Trends in Financing Residential Rooftop Solar Power
The solar industry and the use of residential solar power have grown dramatically in recent years. In fact, in the U.S. alone, a new solar installation is completed every two and a half minutes. Moreover, growth in the residential solar sector is now outpacing other forms of solar installations, due in large part to an increase in the availability of third-party financing. Today, third-party-owned residential installations account for more than 50 percent of new residential solar capacity in California, Arizona, Colorado, and Massachusetts, while market share for third-party ownership in several other states (Connecticut, Delaware, Maryland, New Jersey, New York, Oregon, Texas, Vermont, and Washington) is increasing rapidly to the point that the residential solar-financing market is forecasted to rise to $5.7 billion in 2016 from $1.3 billion in 2012.

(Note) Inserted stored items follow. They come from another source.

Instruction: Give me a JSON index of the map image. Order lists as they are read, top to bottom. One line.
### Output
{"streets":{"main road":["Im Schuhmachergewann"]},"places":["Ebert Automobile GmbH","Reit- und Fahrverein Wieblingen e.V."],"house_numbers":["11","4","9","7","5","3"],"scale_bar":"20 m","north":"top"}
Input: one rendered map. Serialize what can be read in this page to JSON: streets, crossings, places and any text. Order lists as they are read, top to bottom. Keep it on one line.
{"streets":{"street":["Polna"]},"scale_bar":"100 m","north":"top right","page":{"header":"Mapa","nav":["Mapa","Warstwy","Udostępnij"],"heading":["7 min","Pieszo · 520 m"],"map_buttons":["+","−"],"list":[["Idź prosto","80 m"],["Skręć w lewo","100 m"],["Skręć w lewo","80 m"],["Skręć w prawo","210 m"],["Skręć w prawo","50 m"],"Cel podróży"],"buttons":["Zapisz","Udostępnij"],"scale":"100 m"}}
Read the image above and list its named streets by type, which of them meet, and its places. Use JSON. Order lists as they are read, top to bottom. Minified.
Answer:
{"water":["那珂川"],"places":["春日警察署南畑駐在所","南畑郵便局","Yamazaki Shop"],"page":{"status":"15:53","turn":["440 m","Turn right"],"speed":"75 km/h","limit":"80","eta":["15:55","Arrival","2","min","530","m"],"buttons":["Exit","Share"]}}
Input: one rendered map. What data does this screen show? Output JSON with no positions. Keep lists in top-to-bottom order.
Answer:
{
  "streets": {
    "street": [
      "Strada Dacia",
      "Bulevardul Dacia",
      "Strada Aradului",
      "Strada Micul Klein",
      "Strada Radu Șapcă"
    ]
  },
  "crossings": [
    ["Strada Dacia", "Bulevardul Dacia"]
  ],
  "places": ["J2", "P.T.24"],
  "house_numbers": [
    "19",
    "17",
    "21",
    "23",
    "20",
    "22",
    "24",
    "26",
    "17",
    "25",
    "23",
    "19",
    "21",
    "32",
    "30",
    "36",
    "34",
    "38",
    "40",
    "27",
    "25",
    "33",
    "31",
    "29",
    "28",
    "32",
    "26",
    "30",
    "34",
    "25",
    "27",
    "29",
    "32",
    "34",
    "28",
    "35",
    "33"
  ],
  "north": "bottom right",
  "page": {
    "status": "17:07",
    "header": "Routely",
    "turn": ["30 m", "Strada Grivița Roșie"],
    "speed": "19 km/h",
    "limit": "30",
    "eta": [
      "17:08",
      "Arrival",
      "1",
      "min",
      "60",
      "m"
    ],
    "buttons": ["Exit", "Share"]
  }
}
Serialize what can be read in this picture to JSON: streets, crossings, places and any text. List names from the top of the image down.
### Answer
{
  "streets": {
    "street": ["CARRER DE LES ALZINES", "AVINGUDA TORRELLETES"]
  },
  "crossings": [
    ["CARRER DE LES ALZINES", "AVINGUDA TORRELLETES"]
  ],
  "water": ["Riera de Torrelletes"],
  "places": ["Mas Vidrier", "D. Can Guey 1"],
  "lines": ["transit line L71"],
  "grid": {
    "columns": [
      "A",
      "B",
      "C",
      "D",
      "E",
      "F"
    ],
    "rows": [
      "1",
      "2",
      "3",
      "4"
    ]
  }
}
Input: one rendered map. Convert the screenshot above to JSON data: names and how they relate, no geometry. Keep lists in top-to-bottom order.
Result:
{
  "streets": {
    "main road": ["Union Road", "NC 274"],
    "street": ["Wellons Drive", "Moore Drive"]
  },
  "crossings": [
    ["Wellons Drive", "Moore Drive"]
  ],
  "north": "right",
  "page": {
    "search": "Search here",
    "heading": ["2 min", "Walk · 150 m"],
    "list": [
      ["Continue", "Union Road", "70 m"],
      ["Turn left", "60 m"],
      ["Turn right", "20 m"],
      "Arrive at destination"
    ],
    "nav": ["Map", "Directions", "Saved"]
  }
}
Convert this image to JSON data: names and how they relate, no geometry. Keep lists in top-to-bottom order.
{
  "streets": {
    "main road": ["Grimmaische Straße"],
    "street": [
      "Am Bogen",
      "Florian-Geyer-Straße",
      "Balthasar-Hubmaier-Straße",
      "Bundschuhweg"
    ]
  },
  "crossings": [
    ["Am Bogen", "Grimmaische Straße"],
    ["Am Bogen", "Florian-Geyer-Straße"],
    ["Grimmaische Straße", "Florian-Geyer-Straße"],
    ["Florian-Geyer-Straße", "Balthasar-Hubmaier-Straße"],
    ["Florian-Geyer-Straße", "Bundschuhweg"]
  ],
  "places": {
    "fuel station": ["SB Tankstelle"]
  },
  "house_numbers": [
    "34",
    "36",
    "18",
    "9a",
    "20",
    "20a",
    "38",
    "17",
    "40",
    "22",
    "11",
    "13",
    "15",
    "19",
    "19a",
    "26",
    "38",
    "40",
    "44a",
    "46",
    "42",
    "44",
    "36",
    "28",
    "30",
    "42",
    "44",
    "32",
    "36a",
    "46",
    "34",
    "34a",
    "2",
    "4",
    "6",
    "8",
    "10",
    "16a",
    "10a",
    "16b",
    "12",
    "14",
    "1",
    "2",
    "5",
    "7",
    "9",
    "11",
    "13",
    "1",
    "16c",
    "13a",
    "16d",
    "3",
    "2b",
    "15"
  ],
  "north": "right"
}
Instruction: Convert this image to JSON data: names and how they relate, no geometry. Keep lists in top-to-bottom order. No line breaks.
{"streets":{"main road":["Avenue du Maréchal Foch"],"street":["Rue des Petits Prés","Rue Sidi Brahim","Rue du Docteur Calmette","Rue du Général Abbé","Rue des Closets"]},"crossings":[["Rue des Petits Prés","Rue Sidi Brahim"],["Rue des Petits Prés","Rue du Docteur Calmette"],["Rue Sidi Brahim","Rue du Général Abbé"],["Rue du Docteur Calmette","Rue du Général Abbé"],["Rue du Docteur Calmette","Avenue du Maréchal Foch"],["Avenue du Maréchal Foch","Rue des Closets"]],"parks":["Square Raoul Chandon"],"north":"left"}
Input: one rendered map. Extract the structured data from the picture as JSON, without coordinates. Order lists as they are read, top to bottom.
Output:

So, how does this all work? Using the "third-party-owned" model, developers purchase, lease, install, and maintain rooftop systems. Customers then pay a low, fixed energy rate through a 20-year purchase agreement. Homeowners are therefore able to avoid the high cost of purchasing a system outright. While traditionally lenders would not assume the risk of making loans to solar developers based on individual long-term homeowner debt that is not secured by the underlying real estate, it became clear that homeowners meeting certain credit criteria were a good long-term risk, particularly when payments were tied to powering their homes. In order to make this arrangement financeable, solar developers retain ownership of the systems, lease the systems to homeowners, pool the leased systems, and then sell them to commercial banks in tranches ranging anywhere from $20 million to $700 million.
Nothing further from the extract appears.